In Mollenhorst’s findings, lifelong friendships seem to come down to one thing: reciprocal effort. The primary reason so many friendships form and fade within seven-year cycles has much to do with a person’s ages and life stages. A lot of people lose touch with elementary and high school friends because so many leave home to attend college. Work friends change when someone gets promoted or finds a better job in a different state. Some friends get married and have children, reducing one-on-one time together, and thus a friendship fades. It’s easy to lose friends, but naturally harder to keep them when you’re no longer in proximity.
Some people on Reddit even wonder if lifelong friendships are actually real or just a romanticized thought nowadays. However, older commenters showed that lifelong friendship is still possible:
“I met my friend on the first day of kindergarten. Maybe not the very first day, but within the first week. We were texting each other stupid memes just yesterday. This year we’ll both celebrate our 58th birthdays.”

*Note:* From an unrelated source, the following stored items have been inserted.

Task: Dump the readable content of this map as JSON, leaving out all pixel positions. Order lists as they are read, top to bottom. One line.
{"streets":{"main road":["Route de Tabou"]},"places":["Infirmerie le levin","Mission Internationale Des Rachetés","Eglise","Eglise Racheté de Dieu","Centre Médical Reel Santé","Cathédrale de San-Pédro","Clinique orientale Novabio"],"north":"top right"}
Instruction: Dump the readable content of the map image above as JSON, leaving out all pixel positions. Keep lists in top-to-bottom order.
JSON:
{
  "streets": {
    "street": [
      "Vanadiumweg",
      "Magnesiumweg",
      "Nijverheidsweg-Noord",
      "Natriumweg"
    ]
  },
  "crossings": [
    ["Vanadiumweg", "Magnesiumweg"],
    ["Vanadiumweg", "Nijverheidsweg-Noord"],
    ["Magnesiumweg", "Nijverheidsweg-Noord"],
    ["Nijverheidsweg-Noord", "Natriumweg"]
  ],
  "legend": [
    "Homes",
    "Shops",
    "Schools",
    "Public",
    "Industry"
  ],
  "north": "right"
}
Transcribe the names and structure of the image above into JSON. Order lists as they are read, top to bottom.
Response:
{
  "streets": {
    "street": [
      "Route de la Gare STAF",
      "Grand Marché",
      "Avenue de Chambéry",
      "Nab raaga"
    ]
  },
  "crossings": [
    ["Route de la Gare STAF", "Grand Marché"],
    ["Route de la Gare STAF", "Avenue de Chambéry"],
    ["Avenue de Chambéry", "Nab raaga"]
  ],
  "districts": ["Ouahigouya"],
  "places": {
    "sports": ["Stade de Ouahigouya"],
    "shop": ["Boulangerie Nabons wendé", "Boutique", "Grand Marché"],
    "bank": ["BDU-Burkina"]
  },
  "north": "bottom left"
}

“My oldest friend and I met when she was just 5 and I was 9. Next-door neighbors. We're now both over 60 and still talk weekly and visit at least twice a year.”
“I’m 55. I’ve just spent a weekend with friends I met 24 and 32 years ago respectively. I’m also still in touch with my penpal in the States. I was 15 when we started writing to each other.”
“My friends (3 of them) go back to my college days in my 20’s that I still talk to a minimum of once a week. I'm in my early 60s now.”
“We ebb and flow. Sometimes many years will pass as we go through different things and phases. Nobody gets buttsore if we aren’t in touch all the time. In our 50s we don’t try and argue or be petty like we did before. But I love them. I don’t need a weekly lunch to know that. I could make a call right now if I needed something. Same with them.”
Maintaining a friendship for life is never guaranteed, but there are ways, psychotherapists say, that can make a friendship last. It’s not easy, but for a friendship to last, both participants need to make room for patience and place greater weight on their similarities than on the differences that may develop over time. Along with that, it’s helpful to be tolerant of large distances and gaps of time between visits, too. It’s not easy, and it requires both people involved to be equally invested to keep the friendship alive and from becoming stagnant.
As tough as it sounds, it is still possible. You may be a fortunate person who can name several friends you’ve kept for over seven years or over seventy years. But if you’re not, every new friendship you make has the same chance and potential of being lifelong.